=== Work to complete ===
Each record must come back unchanged in your answer, stripped of its images.

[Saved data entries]
□ □ □ □ □ □ □
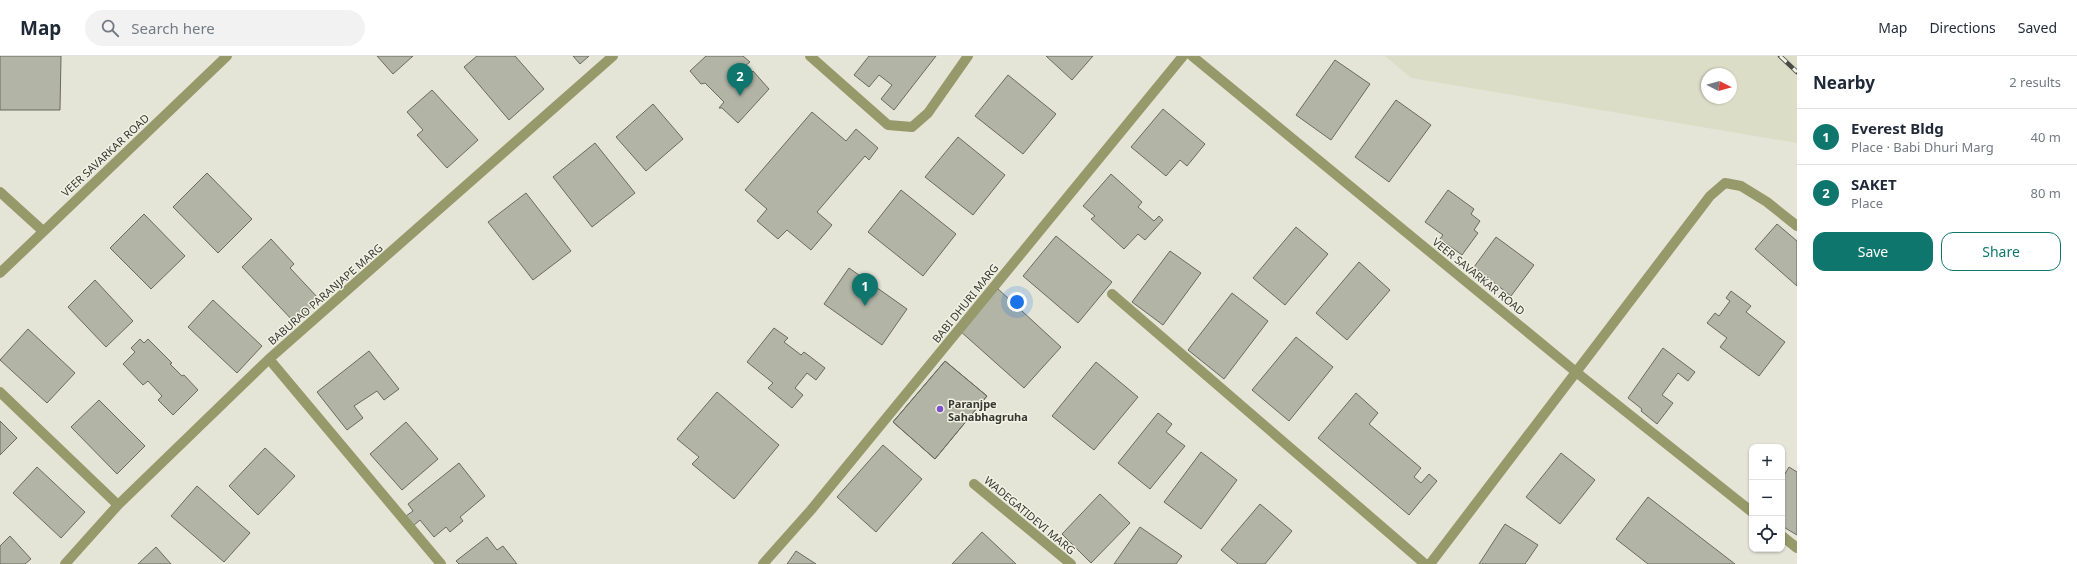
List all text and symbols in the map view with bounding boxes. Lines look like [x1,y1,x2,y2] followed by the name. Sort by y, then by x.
[85,10,365,46] search box
[20,15,61,41] text: Map
[99,17,121,39] icon: search
[131,18,215,38] text: Search here
[1878,18,1907,37] text: Map
[1929,18,1996,37] text: Directions
[2018,18,2057,37] text: Saved
[727,63,753,96] pin: 2
[1701,68,1737,104] north arrow
[1813,71,1875,94] text: Nearby
[2009,73,2061,91] text: 2 results
[58,110,152,200] street label: VEER SAVARKAR ROAD
[1851,118,1944,138] text: Everest Bldg
[1822,128,1830,146] text: 1
[2031,128,2061,146] text: 40 m
[1851,138,1994,156] text: Place · Babi Dhuri Marg
[1851,174,1897,194] text: SAKET
[1822,184,1830,202] text: 2
[2031,184,2061,202] text: 80 m
[1851,194,1883,212] text: Place
[1813,232,1933,271] button: Save
[1941,232,2061,271] button: Share
[1430,234,1528,318] street label: VEER SAVARKAR ROAD
[264,240,386,348] street label: BABURAO PARANJAPE MARG
[929,260,1001,346] street label: BABI DHURI MARG
[852,273,878,306] pin: 1
[1007,292,1027,312] your location
[948,396,1028,424] place label: Paranjpe Sahabhagruha
[935,404,945,414] marker: Paranjpe Sahabhagruha
[1749,444,1785,552] map controls
[1749,444,1785,480] button: +
[981,473,1079,557] street label: WADEGATIDEVI MARG
[1749,480,1785,516] button: −
[1749,516,1785,552] button: locate

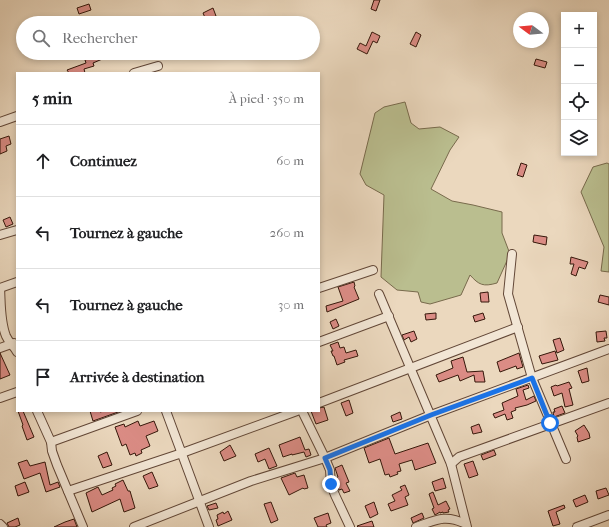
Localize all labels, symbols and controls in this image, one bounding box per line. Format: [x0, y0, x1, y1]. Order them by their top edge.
north arrow [513, 12, 549, 48]
map controls [561, 12, 597, 156]
button: + [561, 12, 597, 48]
search box [16, 16, 320, 60]
icon: search [30, 27, 52, 49]
text: Rechercher [62, 29, 137, 47]
button: − [561, 48, 597, 84]
button: locate [561, 84, 597, 120]
text: 5 min [32, 88, 72, 108]
text: À pied · 350 m [229, 91, 304, 106]
button: layers [561, 120, 597, 156]
icon: ahead [32, 150, 54, 172]
text: Continuez [70, 152, 137, 170]
text: 60 m [276, 153, 304, 168]
icon: left [32, 222, 54, 244]
text: Tournez à gauche [70, 224, 183, 242]
text: 260 m [270, 225, 304, 240]
icon: left [32, 294, 54, 316]
text: Tournez à gauche [70, 296, 183, 314]
text: 30 m [278, 297, 304, 312]
icon: arrive [32, 366, 54, 388]
text: Arrivée à destination [70, 368, 205, 386]
route start [541, 414, 559, 432]
route end [322, 475, 340, 493]

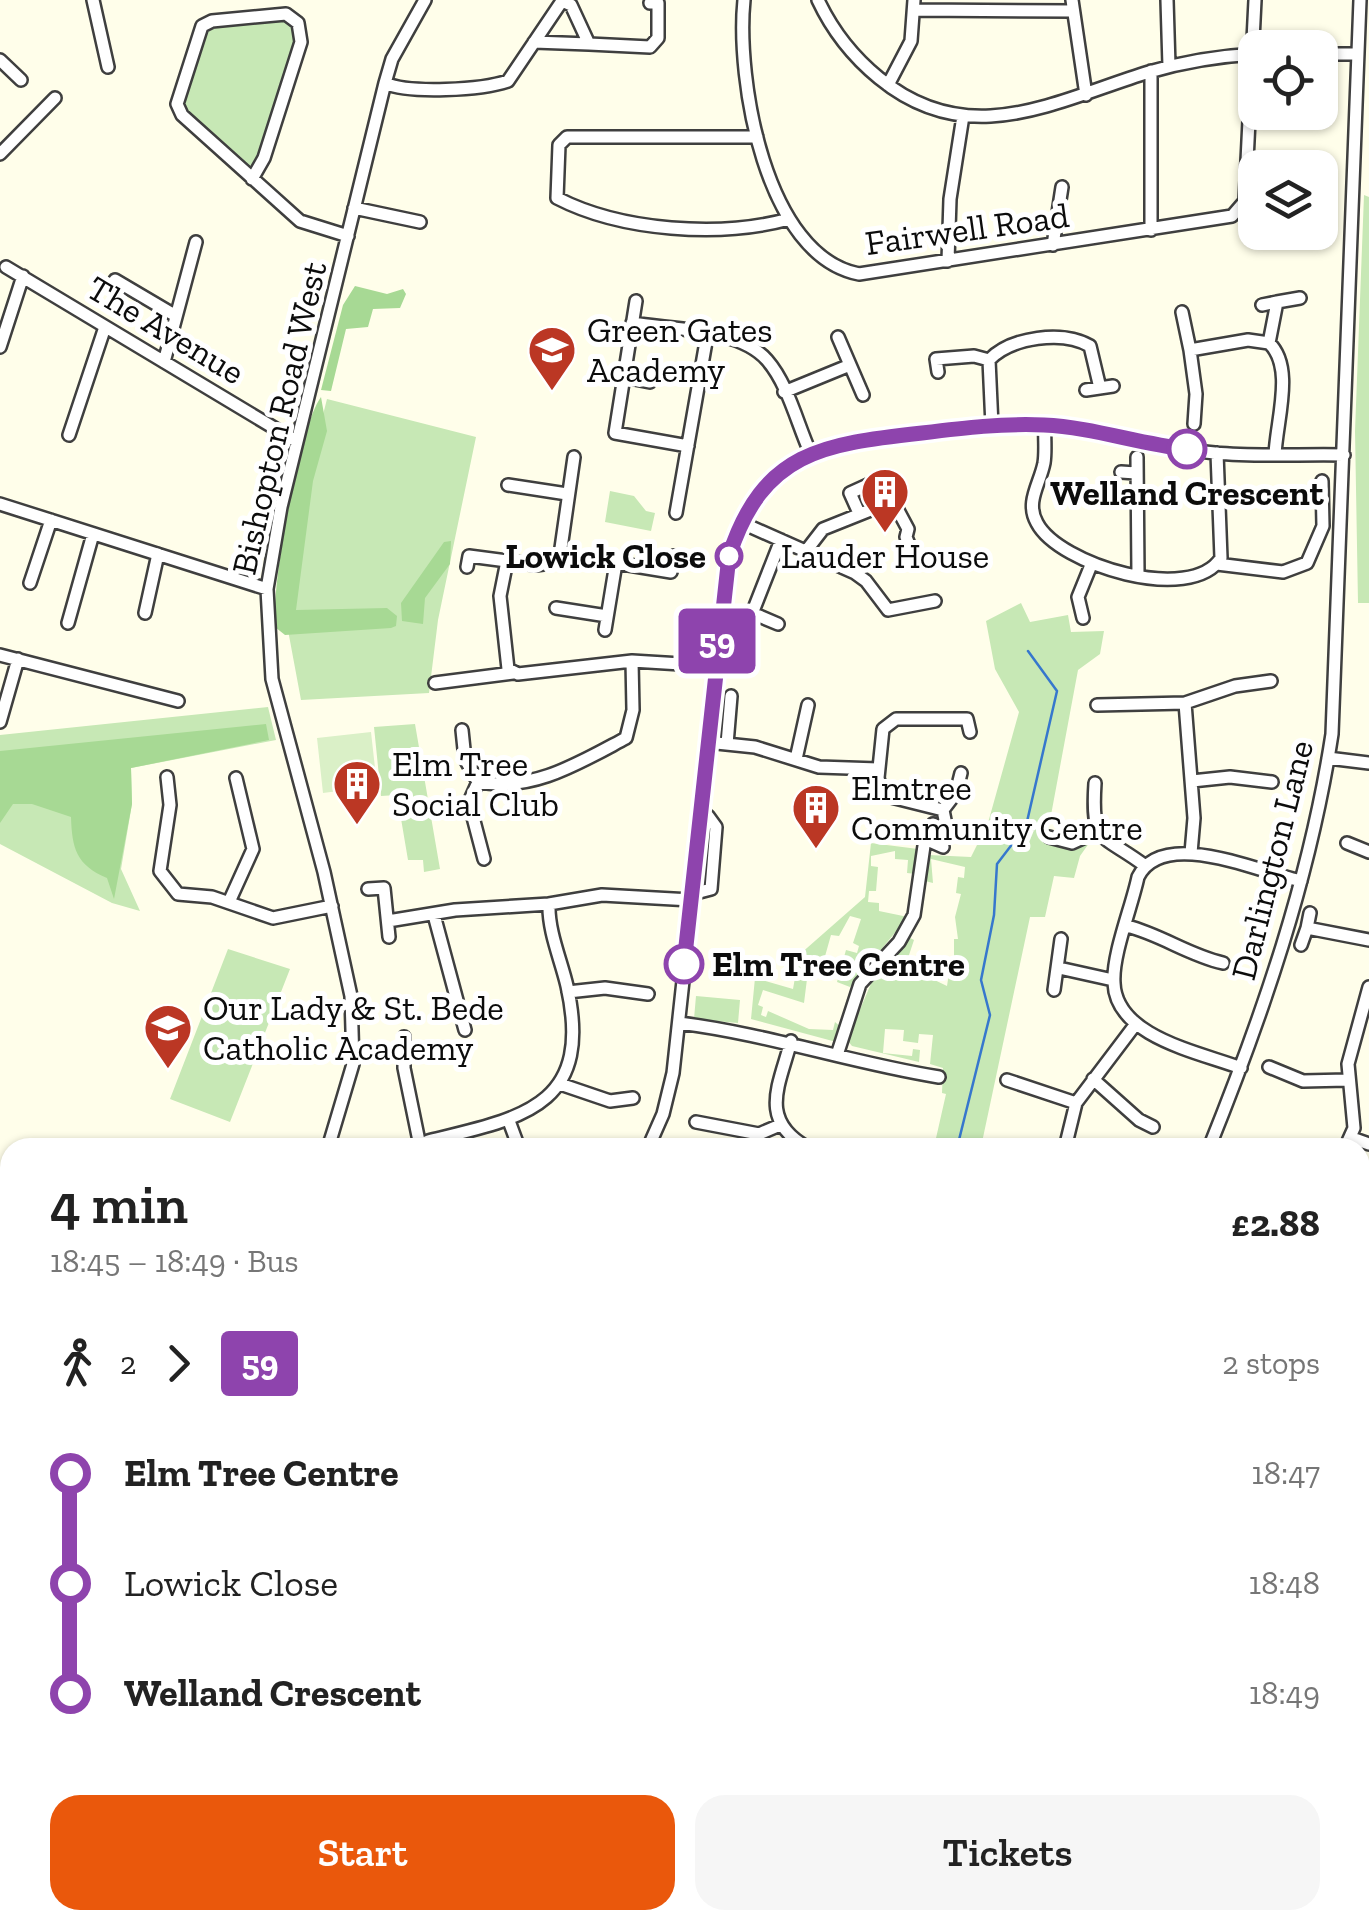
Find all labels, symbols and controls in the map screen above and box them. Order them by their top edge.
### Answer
□ □ □ □ □ □ □
=== Task response ===
List all text and symbols in the map view with bounding boxes. Lines look like [x1,y1,x2,y2] followed by the name. Sort by y, then by x.
[85,10,365,46] search box
[20,15,61,41] text: Map
[99,17,121,39] icon: search
[131,18,215,38] text: Search here
[1878,18,1907,37] text: Map
[1929,18,1996,37] text: Directions
[2018,18,2057,37] text: Saved
[727,63,753,96] pin: 2
[1701,68,1737,104] north arrow
[1813,71,1875,94] text: Nearby
[2009,73,2061,91] text: 2 results
[58,110,152,200] street label: VEER SAVARKAR ROAD
[1851,118,1944,138] text: Everest Bldg
[1822,128,1830,146] text: 1
[2031,128,2061,146] text: 40 m
[1851,138,1994,156] text: Place · Babi Dhuri Marg
[1851,174,1897,194] text: SAKET
[1822,184,1830,202] text: 2
[2031,184,2061,202] text: 80 m
[1851,194,1883,212] text: Place
[1813,232,1933,271] button: Save
[1941,232,2061,271] button: Share
[1430,234,1528,318] street label: VEER SAVARKAR ROAD
[264,240,386,348] street label: BABURAO PARANJAPE MARG
[929,260,1001,346] street label: BABI DHURI MARG
[852,273,878,306] pin: 1
[1007,292,1027,312] your location
[948,396,1028,424] place label: Paranjpe Sahabhagruha
[935,404,945,414] marker: Paranjpe Sahabhagruha
[1749,444,1785,552] map controls
[1749,444,1785,480] button: +
[981,473,1079,557] street label: WADEGATIDEVI MARG
[1749,480,1785,516] button: −
[1749,516,1785,552] button: locate

Localize all labels, symbols and controls in this image, one bounding box per line. Format: [x0, y0, x1, y1]. Order them by their top edge.
north arrow [513, 12, 549, 48]
map controls [561, 12, 597, 156]
button: + [561, 12, 597, 48]
search box [16, 16, 320, 60]
icon: search [30, 27, 52, 49]
text: Rechercher [62, 29, 137, 47]
button: − [561, 48, 597, 84]
button: locate [561, 84, 597, 120]
text: 5 min [32, 88, 72, 108]
text: À pied · 350 m [229, 91, 304, 106]
button: layers [561, 120, 597, 156]
icon: ahead [32, 150, 54, 172]
text: Continuez [70, 152, 137, 170]
text: 60 m [276, 153, 304, 168]
icon: left [32, 222, 54, 244]
text: Tournez à gauche [70, 224, 183, 242]
text: 260 m [270, 225, 304, 240]
icon: left [32, 294, 54, 316]
text: Tournez à gauche [70, 296, 183, 314]
text: 30 m [278, 297, 304, 312]
icon: arrive [32, 366, 54, 388]
text: Arrivée à destination [70, 368, 205, 386]
route start [541, 414, 559, 432]
route end [322, 475, 340, 493]

Find all labels, symbols and controls in the map screen above and box them. Order them by their top edge.
### Answer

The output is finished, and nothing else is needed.